Records for this exercise
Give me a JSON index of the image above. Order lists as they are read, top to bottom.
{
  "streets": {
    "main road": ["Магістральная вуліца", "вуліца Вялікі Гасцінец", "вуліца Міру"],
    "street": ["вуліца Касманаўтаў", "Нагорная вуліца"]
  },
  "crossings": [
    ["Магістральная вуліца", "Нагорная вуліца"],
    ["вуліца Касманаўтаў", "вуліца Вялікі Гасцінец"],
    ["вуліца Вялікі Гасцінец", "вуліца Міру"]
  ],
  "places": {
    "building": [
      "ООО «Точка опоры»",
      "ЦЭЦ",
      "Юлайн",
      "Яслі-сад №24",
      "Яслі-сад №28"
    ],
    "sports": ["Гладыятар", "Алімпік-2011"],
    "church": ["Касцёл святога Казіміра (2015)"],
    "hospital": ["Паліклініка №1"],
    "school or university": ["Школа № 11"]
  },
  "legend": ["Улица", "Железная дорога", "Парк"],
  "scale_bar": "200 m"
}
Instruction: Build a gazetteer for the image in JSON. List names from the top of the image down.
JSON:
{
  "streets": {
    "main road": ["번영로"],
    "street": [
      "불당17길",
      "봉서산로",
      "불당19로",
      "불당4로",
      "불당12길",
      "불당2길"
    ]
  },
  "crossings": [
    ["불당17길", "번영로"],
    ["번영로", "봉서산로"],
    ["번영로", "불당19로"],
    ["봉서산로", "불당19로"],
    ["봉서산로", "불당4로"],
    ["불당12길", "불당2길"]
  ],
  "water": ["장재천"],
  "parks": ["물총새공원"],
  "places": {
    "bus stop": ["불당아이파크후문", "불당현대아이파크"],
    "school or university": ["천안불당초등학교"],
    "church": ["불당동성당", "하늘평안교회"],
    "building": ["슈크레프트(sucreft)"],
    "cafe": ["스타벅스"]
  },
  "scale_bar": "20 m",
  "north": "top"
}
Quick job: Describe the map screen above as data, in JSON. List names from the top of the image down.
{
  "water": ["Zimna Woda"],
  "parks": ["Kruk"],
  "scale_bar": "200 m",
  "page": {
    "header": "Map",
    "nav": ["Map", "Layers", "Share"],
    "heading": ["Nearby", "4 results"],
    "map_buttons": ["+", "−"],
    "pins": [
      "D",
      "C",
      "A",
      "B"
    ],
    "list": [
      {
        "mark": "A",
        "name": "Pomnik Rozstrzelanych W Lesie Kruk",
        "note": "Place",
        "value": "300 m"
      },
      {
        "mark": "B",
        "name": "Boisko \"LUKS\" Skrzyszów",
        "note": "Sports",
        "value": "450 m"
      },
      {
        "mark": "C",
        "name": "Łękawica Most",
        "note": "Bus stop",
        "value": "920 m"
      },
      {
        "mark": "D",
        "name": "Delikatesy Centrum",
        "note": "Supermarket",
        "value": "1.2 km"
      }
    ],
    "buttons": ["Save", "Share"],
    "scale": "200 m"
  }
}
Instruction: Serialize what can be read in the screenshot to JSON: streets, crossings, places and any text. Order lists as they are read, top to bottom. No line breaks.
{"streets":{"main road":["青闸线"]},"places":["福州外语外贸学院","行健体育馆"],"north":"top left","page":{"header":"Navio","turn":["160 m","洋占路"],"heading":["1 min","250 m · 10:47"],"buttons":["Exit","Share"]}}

Your instructions
Word for word, return each of the entries shown above.

Solution for this problem
Give me a JSON index of the image above. Order lists as they are read, top to bottom.
{
  "streets": {
    "main road": ["Магістральная вуліца", "вуліца Вялікі Гасцінец", "вуліца Міру"],
    "street": ["вуліца Касманаўтаў", "Нагорная вуліца"]
  },
  "crossings": [
    ["Магістральная вуліца", "Нагорная вуліца"],
    ["вуліца Касманаўтаў", "вуліца Вялікі Гасцінец"],
    ["вуліца Вялікі Гасцінец", "вуліца Міру"]
  ],
  "places": {
    "building": [
      "ООО «Точка опоры»",
      "ЦЭЦ",
      "Юлайн",
      "Яслі-сад №24",
      "Яслі-сад №28"
    ],
    "sports": ["Гладыятар", "Алімпік-2011"],
    "church": ["Касцёл святога Казіміра (2015)"],
    "hospital": ["Паліклініка №1"],
    "school or university": ["Школа № 11"]
  },
  "legend": ["Улица", "Железная дорога", "Парк"],
  "scale_bar": "200 m"
}
Instruction: Build a gazetteer for the image in JSON. List names from the top of the image down.
JSON:
{
  "streets": {
    "main road": ["번영로"],
    "street": [
      "불당17길",
      "봉서산로",
      "불당19로",
      "불당4로",
      "불당12길",
      "불당2길"
    ]
  },
  "crossings": [
    ["불당17길", "번영로"],
    ["번영로", "봉서산로"],
    ["번영로", "불당19로"],
    ["봉서산로", "불당19로"],
    ["봉서산로", "불당4로"],
    ["불당12길", "불당2길"]
  ],
  "water": ["장재천"],
  "parks": ["물총새공원"],
  "places": {
    "bus stop": ["불당아이파크후문", "불당현대아이파크"],
    "school or university": ["천안불당초등학교"],
    "church": ["불당동성당", "하늘평안교회"],
    "building": ["슈크레프트(sucreft)"],
    "cafe": ["스타벅스"]
  },
  "scale_bar": "20 m",
  "north": "top"
}
Quick job: Describe the map screen above as data, in JSON. List names from the top of the image down.
{
  "water": ["Zimna Woda"],
  "parks": ["Kruk"],
  "scale_bar": "200 m",
  "page": {
    "header": "Map",
    "nav": ["Map", "Layers", "Share"],
    "heading": ["Nearby", "4 results"],
    "map_buttons": ["+", "−"],
    "pins": [
      "D",
      "C",
      "A",
      "B"
    ],
    "list": [
      {
        "mark": "A",
        "name": "Pomnik Rozstrzelanych W Lesie Kruk",
        "note": "Place",
        "value": "300 m"
      },
      {
        "mark": "B",
        "name": "Boisko \"LUKS\" Skrzyszów",
        "note": "Sports",
        "value": "450 m"
      },
      {
        "mark": "C",
        "name": "Łękawica Most",
        "note": "Bus stop",
        "value": "920 m"
      },
      {
        "mark": "D",
        "name": "Delikatesy Centrum",
        "note": "Supermarket",
        "value": "1.2 km"
      }
    ],
    "buttons": ["Save", "Share"],
    "scale": "200 m"
  }
}
Instruction: Serialize what can be read in the screenshot to JSON: streets, crossings, places and any text. Order lists as they are read, top to bottom. No line breaks.
{"streets":{"main road":["青闸线"]},"places":["福州外语外贸学院","行健体育馆"],"north":"top left","page":{"header":"Navio","turn":["160 m","洋占路"],"heading":["1 min","250 m · 10:47"],"buttons":["Exit","Share"]}}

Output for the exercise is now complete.